On an individual level, García Reneses was a four-time AEEB Spanish Coach of the Year, in the years 1976, 1990, 2006, and 2008.

===Germany===
In the Summer of 2017, at the age of 70, García Reneses moved to a non-Spanish club, for the first time in his life: He became the head coach of the German Bundesliga club Alba Berlin. In his first season in Berlin, he was awarded the German Federal League's Bundesliga Coach of the Year award, and he also had a big influence on the German club's youth basketball development. Under García Reneses, several talented Alba youth players, such as Tim Schneider and Bennet Hundt, made the leap up from the German junior ranks, to the senior men's Bundesliga team.
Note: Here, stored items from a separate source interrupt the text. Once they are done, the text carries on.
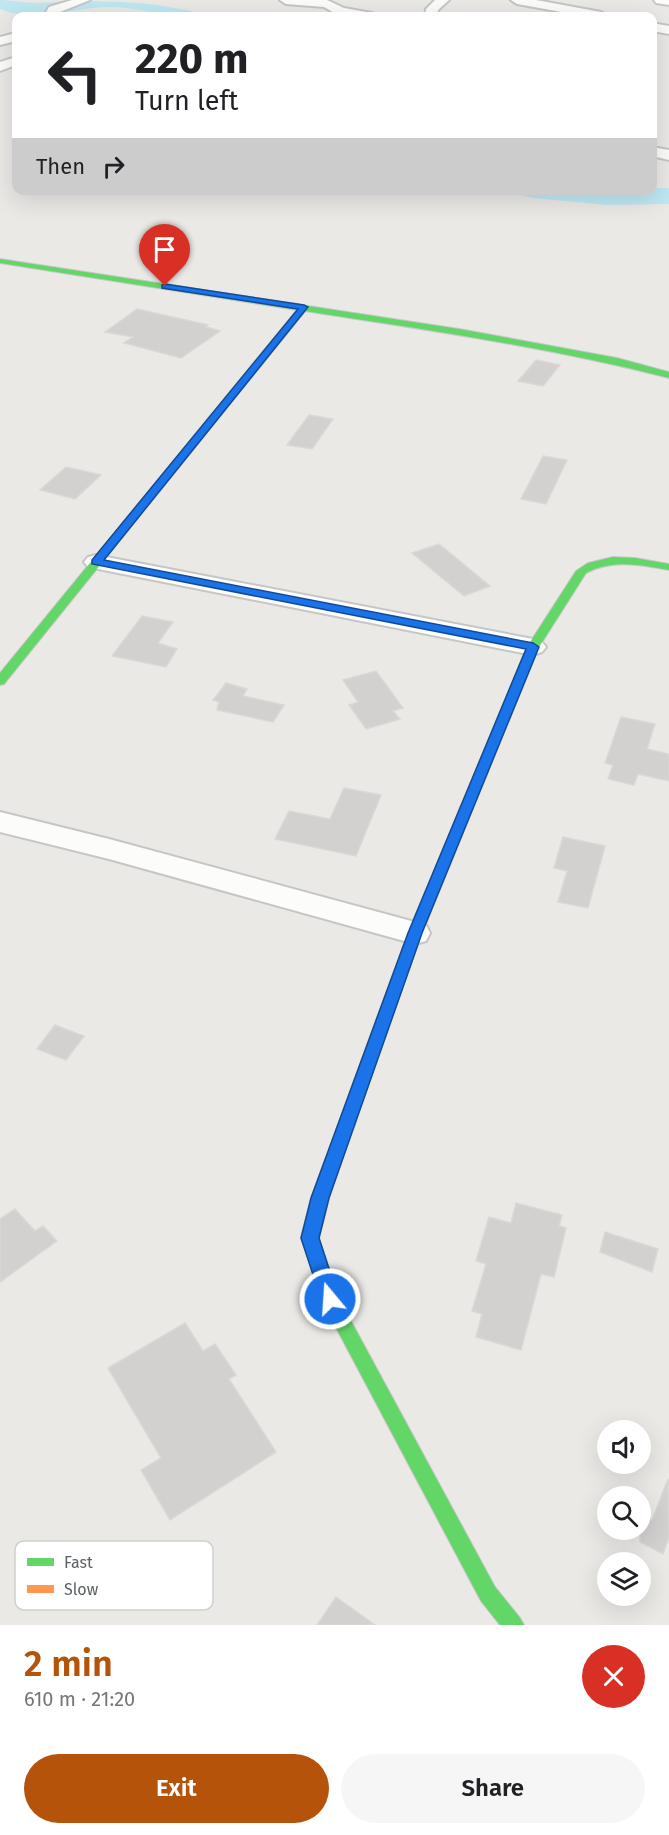 <!DOCTYPE html>
<html lang="en">
<head>
<meta charset="utf-8">
<style>
  body { margin:0; font-family:"Fira Sans",sans-serif; background:#f6f6f6; color:#202124; height:100vh; display:flex; flex-direction:column; font-size:22px; white-space:nowrap }
  * { box-sizing:border-box; margin:0 }
  p { font-size:20px; color:#757577 }
  .icon { flex:none; width:33px; height:33px; fill:none; stroke:currentColor; stroke-width:2; stroke-linecap:round; stroke-linejoin:round }
  .map { position:relative; height:1625px; overflow:hidden }
  .details { display:flex; flex-direction:column; background:#fff; flex:1 }
  .details>* { flex:none }
  .hud { position:absolute; left:12px; top:12px; width:645px; height:183px; border-radius:12px; box-shadow:0 6px 24px #0002; background:#fff; color:#202124; overflow:hidden }
  .tools { position:absolute; left:597px; top:1420px; display:grid; gap:12px }
  .tools a { display:grid; place-items:center; width:54px; height:54px; border-radius:50%; background:#fff; box-shadow:0 6px 24px #0002; font-size:30px }
  .pin { position:absolute; display:grid; place-items:center; width:51px; height:51px; color:#fff; margin:-62px -26px; border-radius:50% 50% 50% 0; rotate:-45deg; box-shadow:0 0 6px #0007 }
  .pin .icon { rotate:45deg }
  .me { position:absolute; width:66px; margin:-33px; rotate:342deg; stroke-linejoin:round; filter:drop-shadow(0 0 4px #0008) }
  .turn { display:flex; align-items:center; gap:21px; height:126px; padding:0 24px; font-size:27px }
  .turn .icon { width:78px; height:78px; stroke-width:2.5 }
  .turn b { display:block; font-size:42px; line-height:51px }
  .then { display:flex; align-items:center; height:57px; padding:0 24px; background:#0003; gap:12px; font-size:22px }
  .round { display:grid; place-items:center; flex:none; width:63px; height:63px; border-radius:32px; background:#f6f6f6 }
  .summary { display:flex; align-items:center; justify-content:space-between; height:102px; padding:0 24px }
  h1 { font-size:36px; font-weight:600; line-height:45px; color:#b45309 }
  .action { display:flex; gap:12px; margin-top:auto; padding:12px 24px }
  .action a { flex:1; height:69px; border-radius:36px; background:#b45309; color:#fff; font-size:24px; font-weight:600; line-height:69px; text-align:center }
  .action a+a { background:#f6f6f6; color:#202124 }
  .map>svg:first-child { display:block }
  .lines { fill:none; stroke-linecap:round; stroke-linejoin:round }
  .river { fill:#bee7f2; fill-rule:evenodd }
  .building { fill:#d3d1d0; stroke:#dad8d6; stroke-width:1.5 }
  .street-casing { stroke:#c6c6c6; stroke-width:4 }
  .fast-casing { stroke:#c7c7c7; stroke-width:2 }
  .slow-casing { stroke:#c7c7c7; stroke-width:2 }
  .street { fill:#fcfcfb; fill-rule:evenodd }
  .fast { fill:#63d668; fill-rule:evenodd }
  .slow { fill:#ff974d; fill-rule:evenodd }
  .route { fill:#1a73e8; stroke:#114b97; stroke-width:1.5 }
  .key { fill:#fff; stroke:#ced0d0; stroke-width:1.5 }
  .key-label { font-size:16px; fill:#5c6164 }
</style>
</head>
<body>
<div class="map">
<svg width="669" height="1625" viewBox="0 0 669 1625">
  <rect width="100%" height="100%" fill="#ebe9e6"/>
  <g class="lines">
    <path class="river" d="M0,0C13,0 24,3 37,3C90,0 145,0 195,12L198,16C169,19 141,7 111,7C74,7 36,24 0,9Z
      M652,188H669V204L607,205L533,198L524,196L520,190H652Z"/>
  </g>
  <path class="building" d="M137,309L208,325L206,327L220,331L181,358L124,343L133,337L105,332Z
    M536,360L560,365L543,386L518,381Z
    M309,415L333,419L312,449L287,445Z
    M543,456L567,460L546,504L521,499Z
    M66,467L101,475L75,499L40,490Z
    M439,544L490,586L464,596L412,553Z
    M142,616L173,622L158,643L177,649L166,667L112,656Z
    M376,671L403,708L393,711L400,719L366,729L349,705L358,702L343,680Z
    M226,683L247,689L243,696L284,705L273,722L217,710L219,702L213,700Z
    M621,717L655,724L647,749L669,754V781L638,774L634,785L608,779L613,765L605,763Z
    M344,788L381,795L356,856L275,839L289,811L330,819Z
    M563,837L605,846L588,908L558,902L567,871L554,868Z
    M55,1025L84,1036L66,1060L37,1049Z
    M516,1203L562,1215L559,1226L566,1228L554,1277L541,1274L521,1350L476,1337L482,1314L472,1311L486,1264L476,1261L489,1217L511,1223Z
    M15,1209L35,1231L43,1226L57,1241L0,1282V1219Z
    M605,1232L658,1249L652,1272L600,1252Z
    M185,1323L203,1351L215,1344L236,1375L229,1379L276,1452L170,1520L141,1470L161,1458L108,1368Z
    M668,1479L669,1537L663,1554L640,1542V1514L652,1520Z
    M336,1597L375,1625H317Z"/>
  <g class="lines">
    <g class="street-casing">
      <path id="street" d="M72,0H90L60,12L64,16H50L46,12L49,7Z
        M280,0H327L344,8L372,13L374,16H350L336,14L324,7L286,4Z
        M435,0H449L438,10L437,16H425L426,9Z
        M511,0H536L601,12L607,16H584L517,4Z
        M654,0H669V5L656,3Z
        M652,23L669,26V34L652,31Z
        M16,33V41L0,45V37Z
        M16,57V65L0,71V62Z
        M652,147L669,150V160L652,156Z
        M96,555L533,639L542,642L546,647L542,652L533,655L88,567L84,562L88,557Z
        M0,812L109,839L415,922L426,925L430,933L426,941L415,944L109,859L0,832Z"/>
    </g>
    <g class="fast-casing">
      <path id="fast" d="M0,259L459,329L617,358L669,372V378C549,347 427,330 305,311L4,684L0,685V673L297,310L0,263Z
        M613,557L635,558L669,564V570C640,565 613,559 586,573L539,647L500,742L494,746L489,745L488,742L527,647L576,571L588,563Z
        M343,1126L349,1128L351,1133L329,1198L319,1238L338,1297L495,1587L520,1618L524,1625H500L481,1601L324,1305L301,1238L311,1198L335,1133L337,1128Z"/>
    </g>
    <g class="slow-casing">
      <path id="slow" d="M494,738L500,742L422,933L351,1133L349,1138L343,1140L337,1138L335,1133L408,933L488,742Z"/>
    </g>
    <use href="#street" class="street"/>
    <use href="#fast" class="fast"/>
    <use href="#slow" class="slow"/>
  </g>
  <path class="route" d="M165,284L304,305L308,307L104,560L533,643L539,647L422,933L329,1198L319,1238L339,1299L336,1305L330,1308L323,1305L321,1299L301,1238L311,1198L408,933L526,649L92,564V560L298,309L162,288V285Z"/>
  <rect x="15" y="1541" width="198" height="69" rx="9" class="key"/>
  <rect x="27" y="1558" width="27" height="8" fill="#63d668"/>
  <rect x="27" y="1585" width="27" height="8" fill="#ff974d"/>
  <g class="key-label">
    <text x="64" y="1568">Fast</text>
    <text x="64" y="1595">Slow</text>
  </g>
</svg>
<div class="tools">
<a><svg class="icon" aria-label="sound" viewBox="0 0 24 24"><path d="M4 9h4l5-4v14l-5-4H4zM17 9q2 3 0 6"/></svg></a>
<a><svg class="icon" aria-label="search" viewBox="0 0 24 24"><circle cx="10" cy="10" r="6"/><path d="M15 15l6 6"/></svg></a>
<a><svg class="icon" aria-label="layers" viewBox="0 0 24 24"><path d="M12 4l9 5-9 5-9-5zM3 14l9 5 9-5"/></svg></a>
</div>
<div class="pin" style="left:165px;top:286px;background:#d93025"><svg class="icon" aria-label="arrive" viewBox="0 0 24 24"><path d="M6 21V4h12l-3 4 3 4H6"/></svg></div>
<svg class="me" style="left:330px;top:1299px" viewBox="-20 -20 40 40"><circle r="17" fill="#1a73e8" stroke="#fff" stroke-width="3"/><path d="M0-11L8 9 0 5-8 9z" fill="#fff"/></svg>
<div class="hud">
<div class="turn"><svg class="icon" aria-label="left" viewBox="0 0 24 24"><path d="M17 20v-9H6M10 6l-5 5 5 5"/></svg><div><b>220 m</b>Turn left</div></div>
<div class="then">Then<svg class="icon" aria-label="right" viewBox="0 0 24 24"><path d="M7 20v-9h11M14 6l5 5-5 5"/></svg></div>
</div>
</div>
<section class="details">
<div class="summary"><div><h1>2 min</h1><p>610 m · 21:20</p></div><a class="round" style="background:#d93025;color:#fff"><svg class="icon" aria-label="close" viewBox="0 0 24 24"><path d="M6 6l12 12M18 6L6 18"/></svg></a></div>
<div class="action"><a>Exit</a><a>Share</a></div>
</section>
</body>
</html>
In 2018 and 2019, the Berliners became the German League's runners-up, under his leadership. In the 2018–19 season, the Spaniard head coach also led Alba Berlin to the final of the secondary level European-wide club competition, the EuroCup, and he also won the EuroCup Coach of the Year award. Under his guidance, Alba Berlin also captured the German League championship title, as well as the German Cup title, in the 2019–20 campaign. García Reneses also won the German League championship with Alba, in the 2020–21 season.

==National team coaching career==
===Spanish junior national team===
García Reneses won the bronze medal with the Spanish Under-16 junior national team, at the 1979 FIBA Europe Under-16 Championship.

===Spanish senior national team===
In June 2008, García Reneses became the head coach of the senior men's Spanish national team, after he replaced Pepu Hernández in the role.

In the 2008 Beijing Summer Olympics' closely contested gold medal game against Team USA, Spain was trailing by just 2 points, with a few minutes left in the game. However, they eventually lost the game to the Redeem Team, by a score of 118–107.

==Personal life==
During his time in Barcelona, when he was a member of the FC Barcelona senior men's basketball team, García Reneses also studied physics and telecommunications. He would later go on to design electronic basketball scoreboards, which have been installed in more than thirty indoor arenas throughout Spain.